Mix dtypes carelessly - Know implicit type promotion rules
Modify arrays during iteration - Can cause undefined behavior
Use == for array comparison - Use np.array_equal() or np.allclose()
Assume views vs copies - Check with .base attribute
Ignore NaN handling - Use np.nanmean(), np.nanstd(), etc.
Use outdated APIs - Check for deprecated functions

Anti-Patterns (NEVER)

import numpy as np

# ❌ BAD: Python loops
result = []
for i in range(len(arr)):
    result.append(arr[i] * 2)
result = np.array(result)

# ✅ GOOD: Vectorization
result = arr * 2

# ❌ BAD: Growing arrays
result = np.array([])
for i in range(1000):
    result = np.append(result, i)  # Very slow!

# ✅ GOOD: Pre-allocate
result = np.zeros(1000)
for i in range(1000):
    result[i] = i

# Even better: Use arange
result = np.arange(1000)

# ❌ BAD: Comparing arrays with ==
if arr1 == arr2:  # This is ambiguous!
    print("Equal")

# ✅ GOOD: Use appropriate comparison
if np.array_equal(arr1, arr2):
    print("Equal")

# Or for floating point
if np.allclose(arr1, arr2, rtol=1e-5):
    print("Close enough")

# ❌ BAD: Ignoring dtypes
arr = np.array([1, 2, 3])
arr[0] = 1.5  # Silently truncates to 1!

# ✅ GOOD: Explicit dtype
arr = np.array([1, 2, 3], dtype=float)
arr[0] = 1.5  # Now works correctly

# ❌ BAD: Unintentional modification
a = np.array([1, 2, 3])
b = a  # b is just a reference!
b[0] = 999  # Also modifies a!

# ✅ GOOD: Explicit copy
a = np.array([1, 2, 3])
b = a.copy()  # b is independent
b[0] = 999  # a is unchanged

Array Creation

Basic Array Creation

import numpy as np

# From Python list
arr1 = np.array([1, 2, 3, 4, 5])

# From nested list (2D)
arr2 = np.array([[1, 2, 3], [4, 5, 6]])

# Specify dtype
arr3 = np.array([1, 2, 3], dtype=np.float64)
arr4 = np.array([1, 2, 3], dtype=np.int32)

# From tuple
arr5 = np.array((1, 2, 3))

# Complex numbers
arr6 = np.array([1+2j, 3+4j])

print(f"1D array: {arr1}")
print(f"2D array:\n{arr2}")
print(f"Float array: {arr3}")

Special Array Creation

import numpy as np

# Zeros
zeros = np.zeros((3, 4))  # 3x4 array of zeros

# Ones
ones = np.ones((2, 3, 4))  # 2x3x4 array of ones

# Empty (uninitialized)
empty = np.empty((2, 2))  # Faster but values are garbage

# Full (constant value)
full = np.full((3, 3), 7)  # 3x3 array filled with 7

# Identity matrix
identity = np.eye(4)  # 4x4 identity matrix

# Diagonal matrix
diag = np.diag([1, 2, 3, 4])

print(f"Zeros shape: {zeros.shape}")
print(f"Identity:\n{identity}")

Range-Based Creation

import numpy as np

# Arange (like Python range)
a = np.arange(10)           # [0, 1, 2, ..., 9]
b = np.arange(2, 10)        # [2, 3, 4, ..., 9]
c = np.arange(0, 10, 2)     # [0, 2, 4, 6, 8]
d = np.arange(0, 1, 0.1)    # [0, 0.1, 0.2, ..., 0.9]

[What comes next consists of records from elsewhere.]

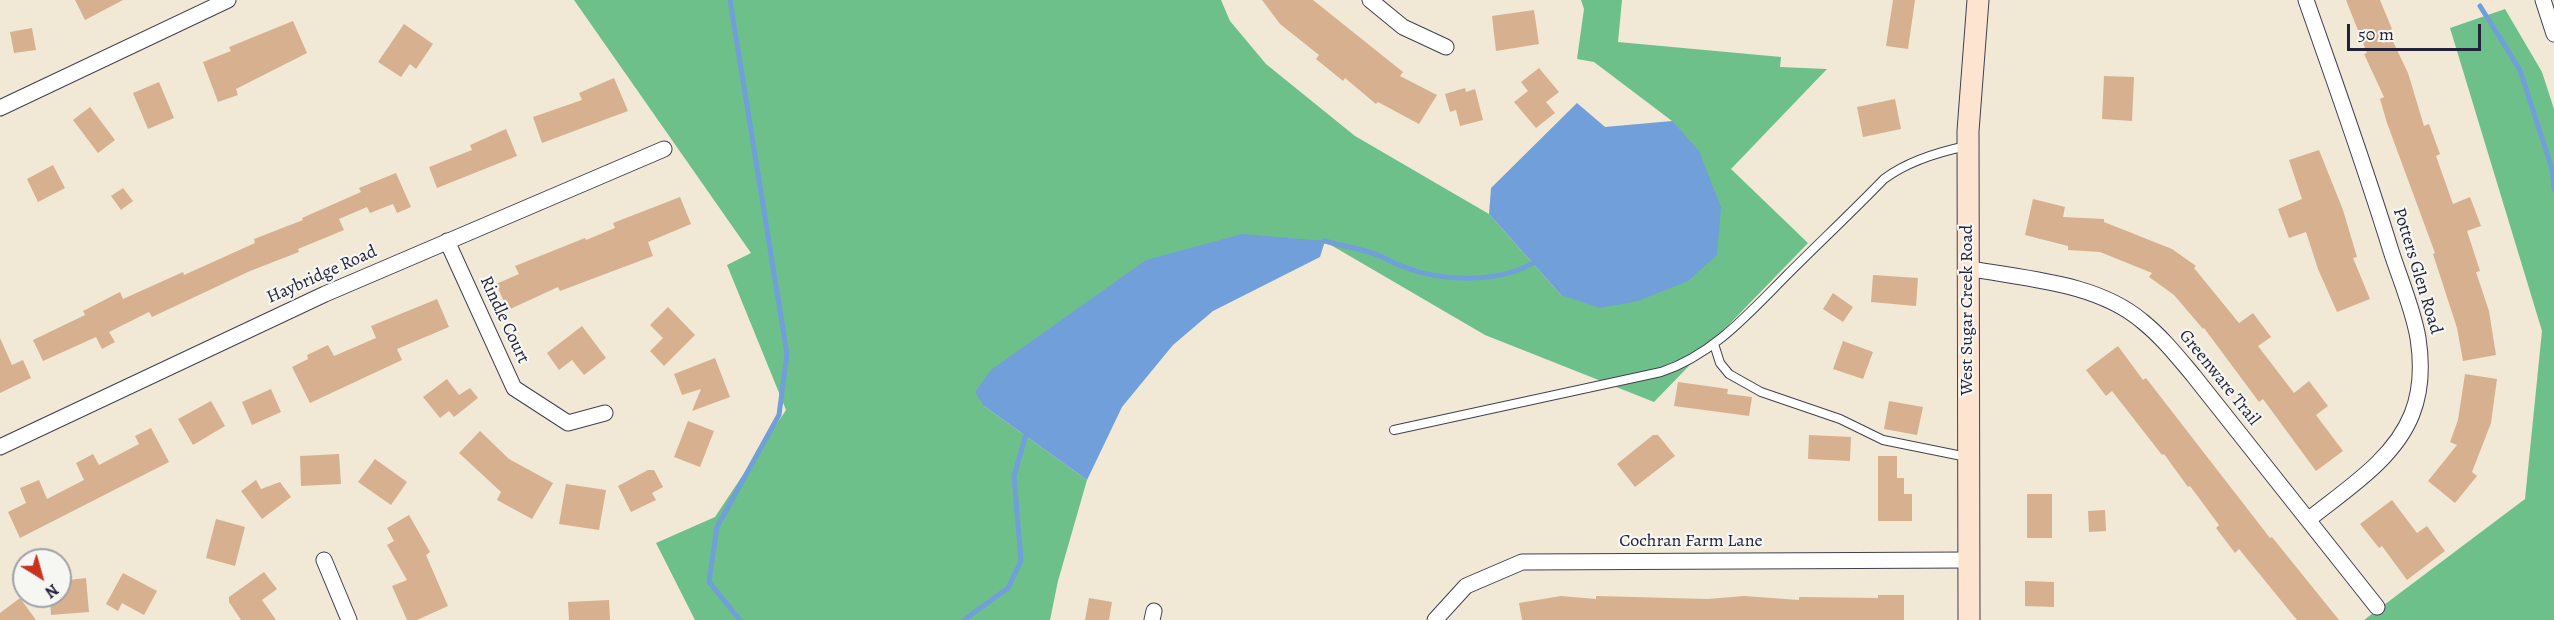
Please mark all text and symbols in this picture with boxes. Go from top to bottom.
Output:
scale bar [2350,12,2484,50]
text: 50 m [2358,22,2394,46]
street label: Potters Glen Road [2388,205,2446,337]
street label: West Sugar Creek Road [1957,225,1979,395]
street label: Haybridge Road [264,241,380,309]
street label: Rindle Court [474,273,534,367]
street label: Greenware Trail [2174,326,2264,430]
street label: Cochran Farm Lane [1619,531,1763,553]
north arrow [12,548,72,608]
text: N [40,578,63,603]

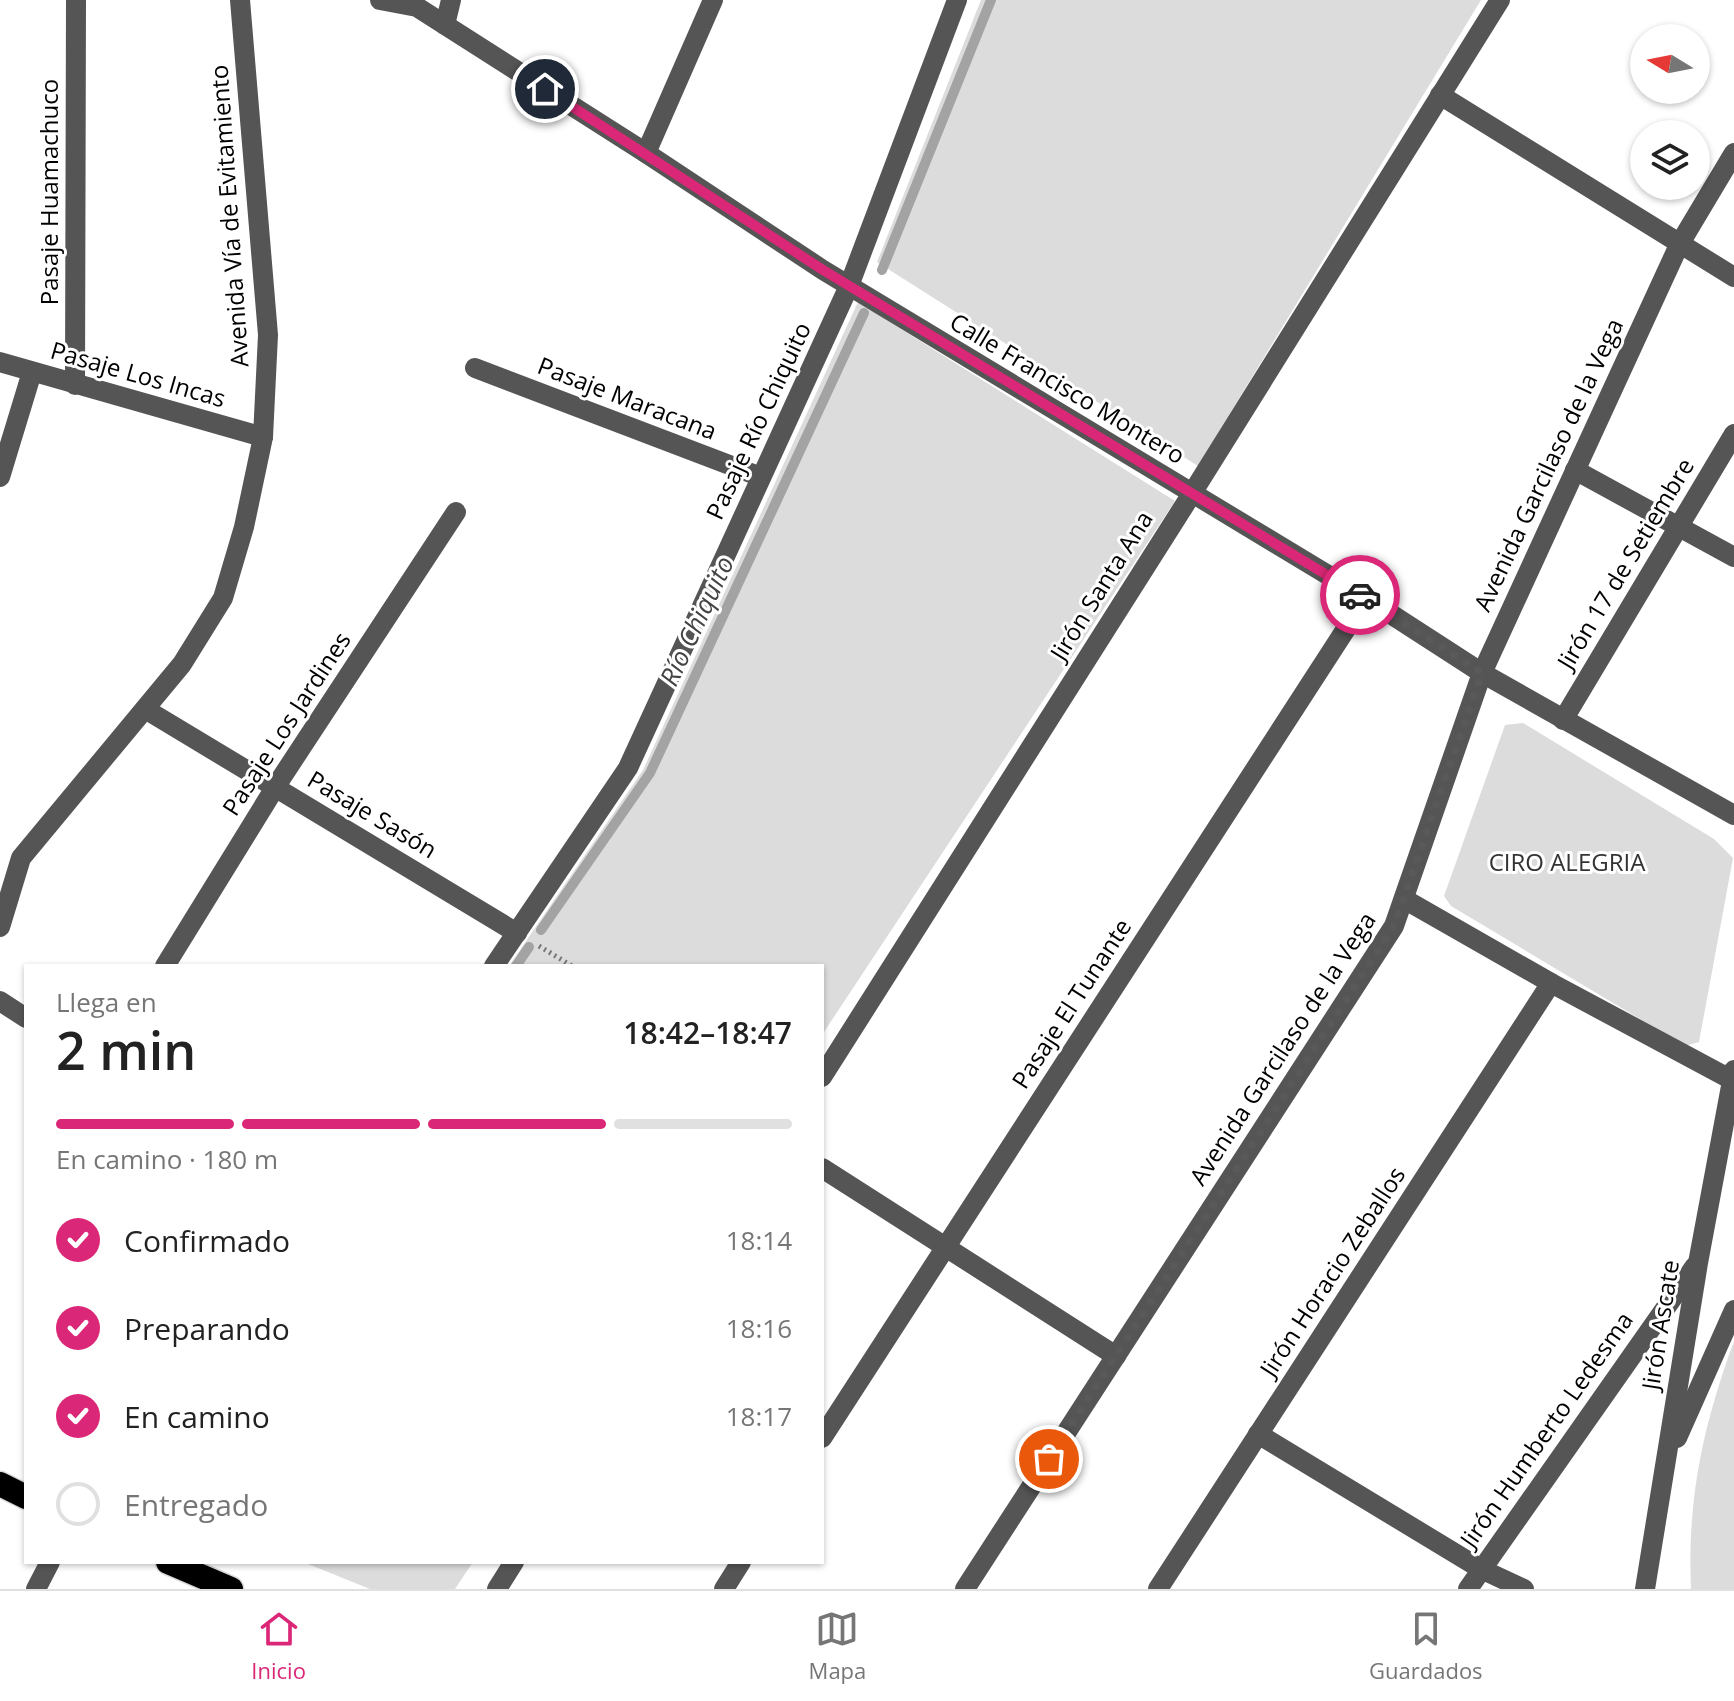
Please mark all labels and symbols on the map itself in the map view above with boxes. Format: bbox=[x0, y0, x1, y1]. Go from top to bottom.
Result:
north arrow bbox=[1630, 24, 1710, 104]
pin bbox=[511, 55, 579, 123]
street label: Avenida Vía de Evitamiento bbox=[201, 64, 256, 368]
street label: Pasaje Huamachuco bbox=[32, 79, 65, 305]
street label: Calle Francisco Montero bbox=[944, 304, 1191, 471]
street label: Avenida Garcilaso de la Vega bbox=[1465, 313, 1630, 616]
street label: Pasaje Río Chiquito bbox=[697, 316, 818, 524]
street label: Pasaje Los Incas bbox=[47, 333, 230, 414]
street label: Pasaje Maracana bbox=[533, 348, 722, 447]
street label: Jirón 17 de Setiembre bbox=[1548, 452, 1701, 677]
street label: Jirón Santa Ana bbox=[1041, 504, 1160, 668]
water label: Río Chiquito bbox=[650, 550, 742, 691]
courier bbox=[1320, 555, 1400, 635]
street label: Pasaje Los Jardines bbox=[214, 625, 358, 821]
street label: Pasaje Sasón bbox=[302, 762, 444, 865]
park label: CIRO ALEGRIA bbox=[1489, 845, 1646, 878]
street label: Avenida Garcilaso de la Vega bbox=[1181, 905, 1383, 1191]
street label: Pasaje El Tunante bbox=[1003, 912, 1138, 1095]
street label: Jirón Horacio Zeballos bbox=[1250, 1160, 1412, 1384]
street label: Jirón Ascate bbox=[1633, 1257, 1686, 1394]
street label: Jirón Humberto Ledesma bbox=[1451, 1305, 1640, 1555]
pin bbox=[1015, 1425, 1083, 1493]

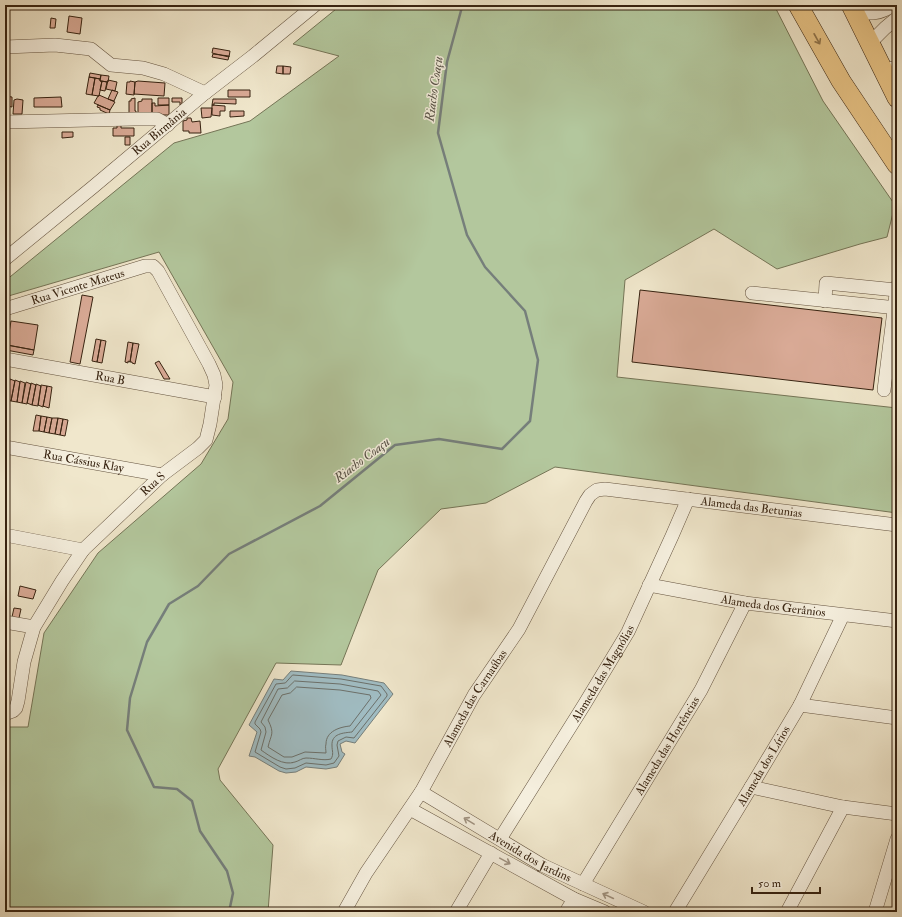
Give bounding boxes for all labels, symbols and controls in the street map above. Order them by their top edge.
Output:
one-way arrow [814,33,822,45]
water label: Riacho Coaçu [421,55,446,124]
street label: Rua Birmânia [129,104,190,159]
street label: Rua Vicente Mateus [29,265,126,308]
street label: Rua B [94,368,127,388]
water label: Riacho Coaçu [330,434,393,487]
street label: Rua Cássius Klay [42,446,126,476]
street label: Rua S [137,469,169,499]
street label: Alameda das Betunias [699,493,803,521]
street label: Alameda dos Gerânios [719,591,826,620]
street label: Alameda das Magnólias [567,623,638,725]
street label: Alameda das Carnaúbas [439,647,510,750]
street label: Alameda das Hortências [631,693,703,799]
street label: Alameda dos Lírios [733,723,793,810]
one-way arrow [464,816,476,824]
street label: Avenida dos Jardins [486,827,574,885]
one-way arrow [499,858,511,865]
scale bar [752,869,820,895]
text: 50 m [758,876,782,891]
one-way arrow [602,892,614,899]

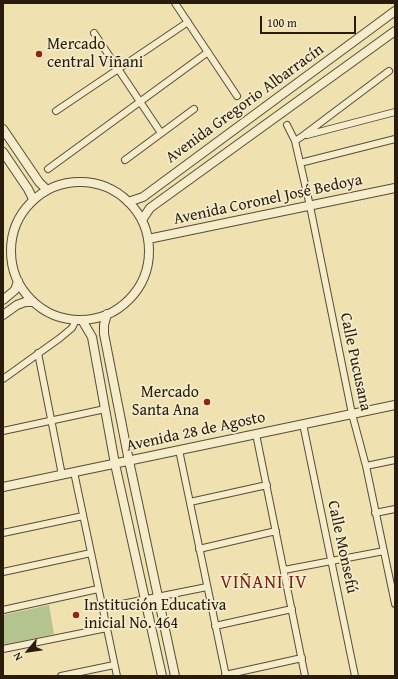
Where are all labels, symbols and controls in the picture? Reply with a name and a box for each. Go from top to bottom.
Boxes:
scale bar [262,8,358,34]
text: 100 m [267,14,297,31]
place label: Mercado central Viñani [47,35,143,73]
street label: Avenida Gregorio Albarracín [162,40,328,168]
marker: Mercado central Viñani [34,49,44,59]
street label: Avenida Coronel José Bedoya [172,171,364,229]
street label: Calle Pucusana [335,311,375,413]
place label: Mercado Santa Ana [132,383,199,421]
marker: Mercado Santa Ana [202,397,212,407]
street label: Avenida 28 de Agosto [125,408,267,456]
street label: Calle Monsefú [323,499,361,595]
district label: VIÑANI IV [220,572,308,594]
place label: Institución Educativa inicial No. 464 [84,596,226,634]
marker: Institución Educativa inicial No. 464 [71,610,81,620]
north arrow [8,631,48,671]
text: N [9,650,26,664]

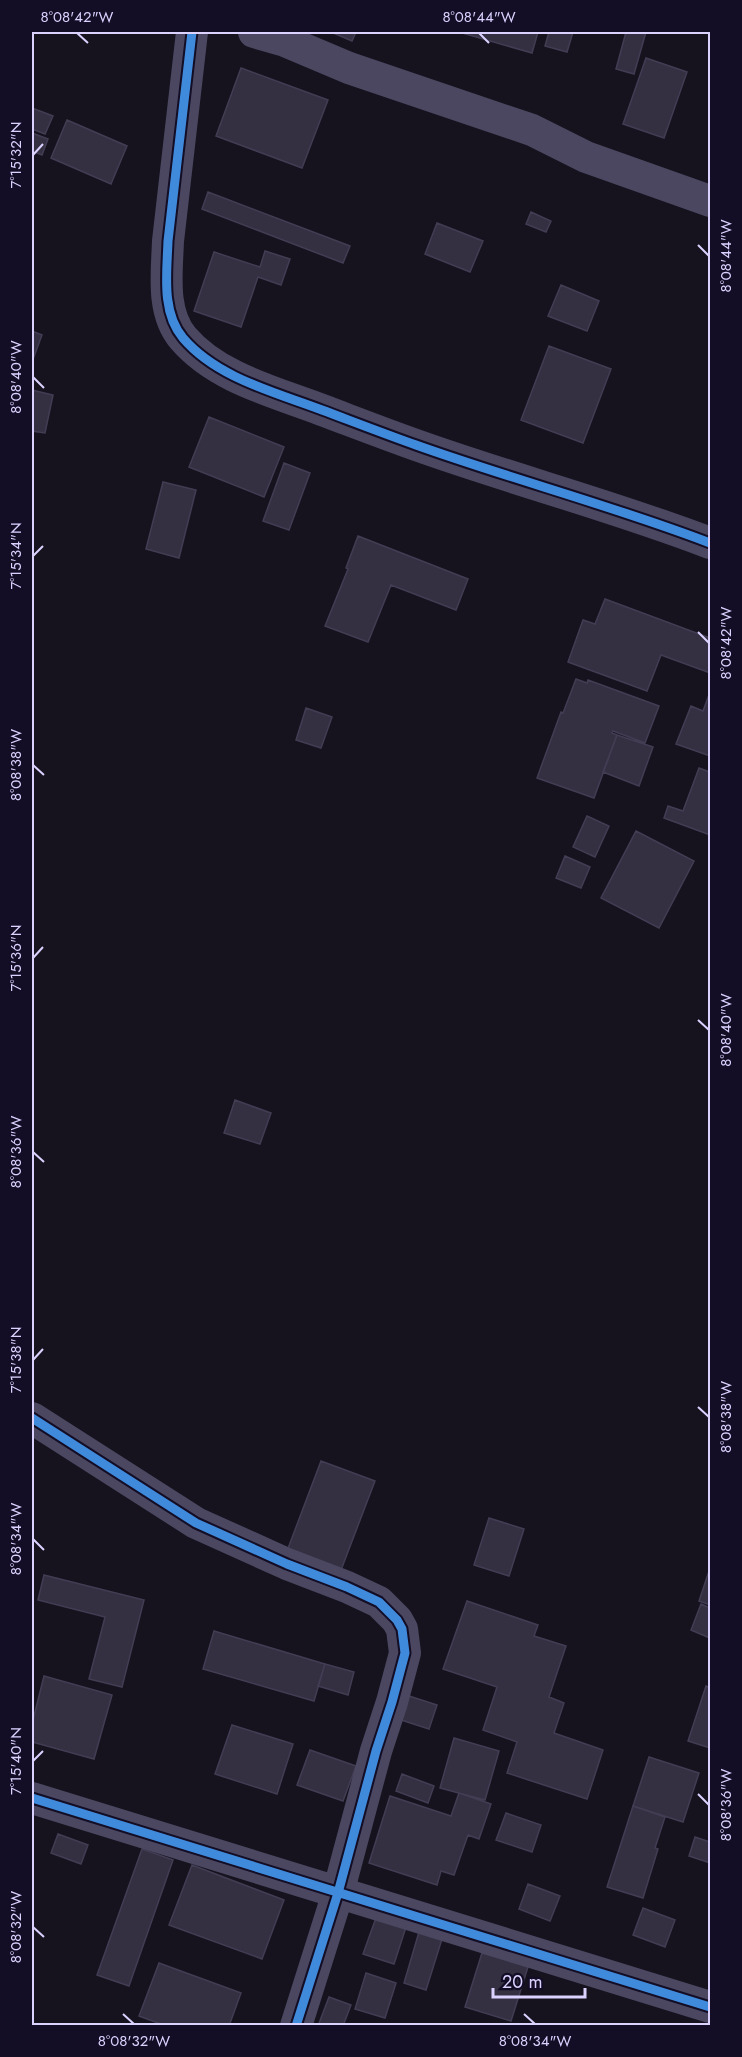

# Linspace (linearly spaced)
e = np.linspace(0, 1, 5)    # [0, 0.25, 0.5, 0.75, 1]
f = np.linspace(0, 10, 100) # 100 points from 0 to 10

# Logspace (logarithmically spaced)
g = np.logspace(0, 2, 5)    # [1, 10^0.5, 10, 10^1.5, 100]

# Geomspace (geometrically spaced)
h = np.geomspace(1, 1000, 4) # [1, 10, 100, 1000]

print(f"Arange: {a}")
print(f"Linspace: {e}")

Array Copies and Views

import numpy as np

original = np.array([1, 2, 3, 4, 5])

# View (shares memory)
view = original[:]
view[0] = 999  # Modifies original!

# Copy (independent)
copy = original.copy()
copy[0] = 777  # Doesn't affect original

# Check if array is a view
print(f"Is view? {view.base is original}")
print(f"Is copy? {copy.base is None}")

# Some operations create views, some create copies
slice_view = original[1:3]  # View
boolean_copy = original[original > 2]  # Copy!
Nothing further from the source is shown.